• **What you should do**:
A picture-free, exact transcript of the entries below is required.
════════════════════
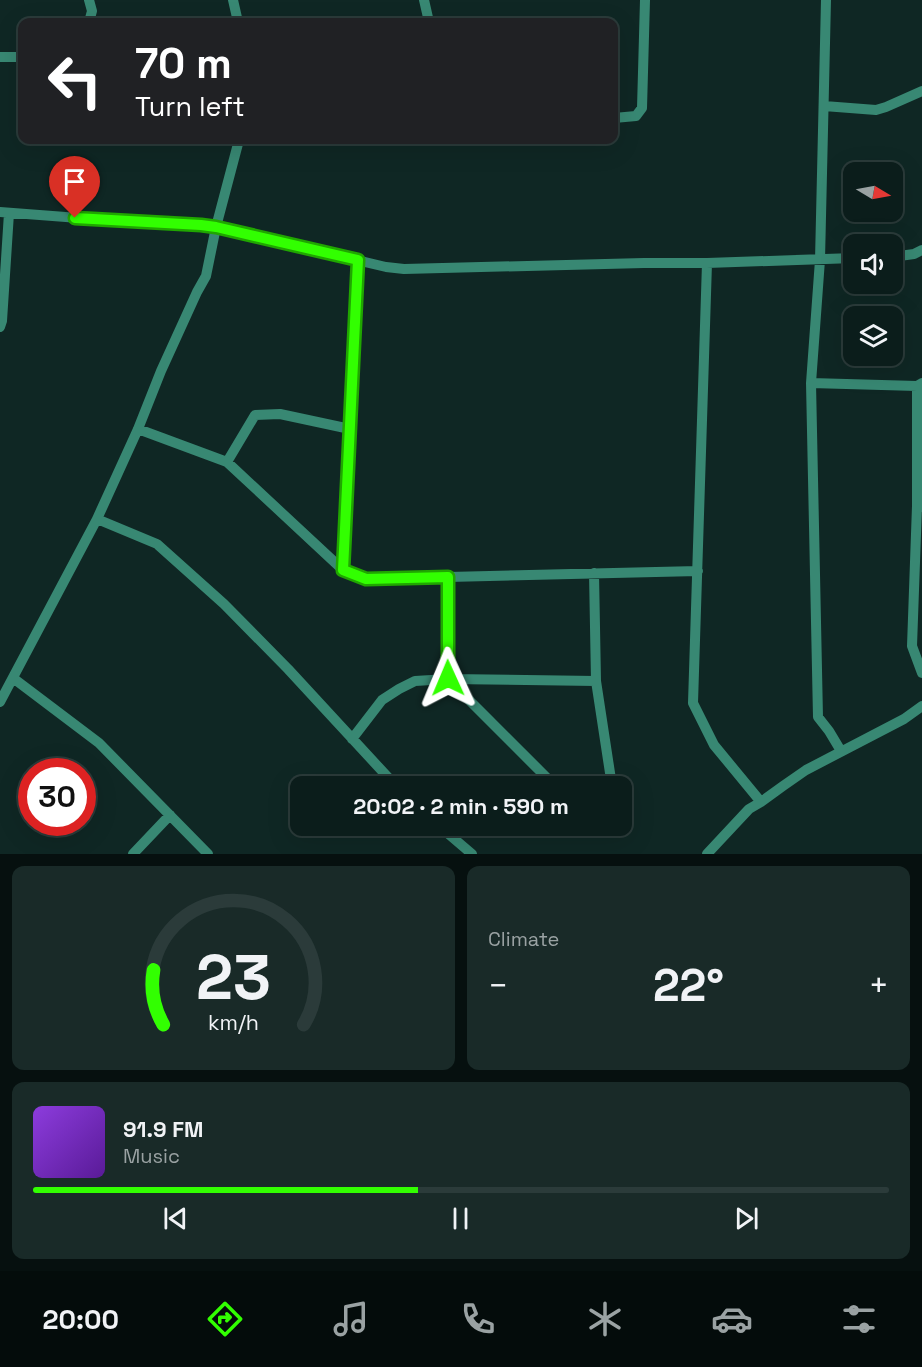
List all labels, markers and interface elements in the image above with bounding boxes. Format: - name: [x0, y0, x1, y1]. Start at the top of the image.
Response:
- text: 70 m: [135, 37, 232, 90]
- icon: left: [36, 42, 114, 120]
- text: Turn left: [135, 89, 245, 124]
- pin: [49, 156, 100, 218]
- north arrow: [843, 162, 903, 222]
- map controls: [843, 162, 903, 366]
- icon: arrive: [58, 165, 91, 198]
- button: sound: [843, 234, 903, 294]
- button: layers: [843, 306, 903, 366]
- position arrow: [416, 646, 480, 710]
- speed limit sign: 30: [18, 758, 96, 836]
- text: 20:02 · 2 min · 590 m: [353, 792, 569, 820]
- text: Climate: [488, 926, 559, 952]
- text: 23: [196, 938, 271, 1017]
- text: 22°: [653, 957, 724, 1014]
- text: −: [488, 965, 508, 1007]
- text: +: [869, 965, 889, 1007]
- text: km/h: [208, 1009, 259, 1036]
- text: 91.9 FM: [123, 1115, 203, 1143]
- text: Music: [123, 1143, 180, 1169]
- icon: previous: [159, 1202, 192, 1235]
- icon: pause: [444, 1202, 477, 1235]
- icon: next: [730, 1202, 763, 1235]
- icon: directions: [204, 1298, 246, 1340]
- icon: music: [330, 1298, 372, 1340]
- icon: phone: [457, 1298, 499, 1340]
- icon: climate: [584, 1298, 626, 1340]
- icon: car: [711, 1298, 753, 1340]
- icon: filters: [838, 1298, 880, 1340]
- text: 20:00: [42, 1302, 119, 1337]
════════════════════
• **Response**:
List all labels, markers and interface elements in the image above with bounding boxes. Format: - name: [x0, y0, x1, y1]. Start at the top of the image.
Response:
- text: 70 m: [135, 37, 232, 90]
- icon: left: [36, 42, 114, 120]
- text: Turn left: [135, 89, 245, 124]
- pin: [49, 156, 100, 218]
- north arrow: [843, 162, 903, 222]
- map controls: [843, 162, 903, 366]
- icon: arrive: [58, 165, 91, 198]
- button: sound: [843, 234, 903, 294]
- button: layers: [843, 306, 903, 366]
- position arrow: [416, 646, 480, 710]
- speed limit sign: 30: [18, 758, 96, 836]
- text: 20:02 · 2 min · 590 m: [353, 792, 569, 820]
- text: Climate: [488, 926, 559, 952]
- text: 23: [196, 938, 271, 1017]
- text: 22°: [653, 957, 724, 1014]
- text: −: [488, 965, 508, 1007]
- text: +: [869, 965, 889, 1007]
- text: km/h: [208, 1009, 259, 1036]
- text: 91.9 FM: [123, 1115, 203, 1143]
- text: Music: [123, 1143, 180, 1169]
- icon: previous: [159, 1202, 192, 1235]
- icon: pause: [444, 1202, 477, 1235]
- icon: next: [730, 1202, 763, 1235]
- icon: directions: [204, 1298, 246, 1340]
- icon: music: [330, 1298, 372, 1340]
- icon: phone: [457, 1298, 499, 1340]
- icon: climate: [584, 1298, 626, 1340]
- icon: car: [711, 1298, 753, 1340]
- icon: filters: [838, 1298, 880, 1340]
- text: 20:00: [42, 1302, 119, 1337]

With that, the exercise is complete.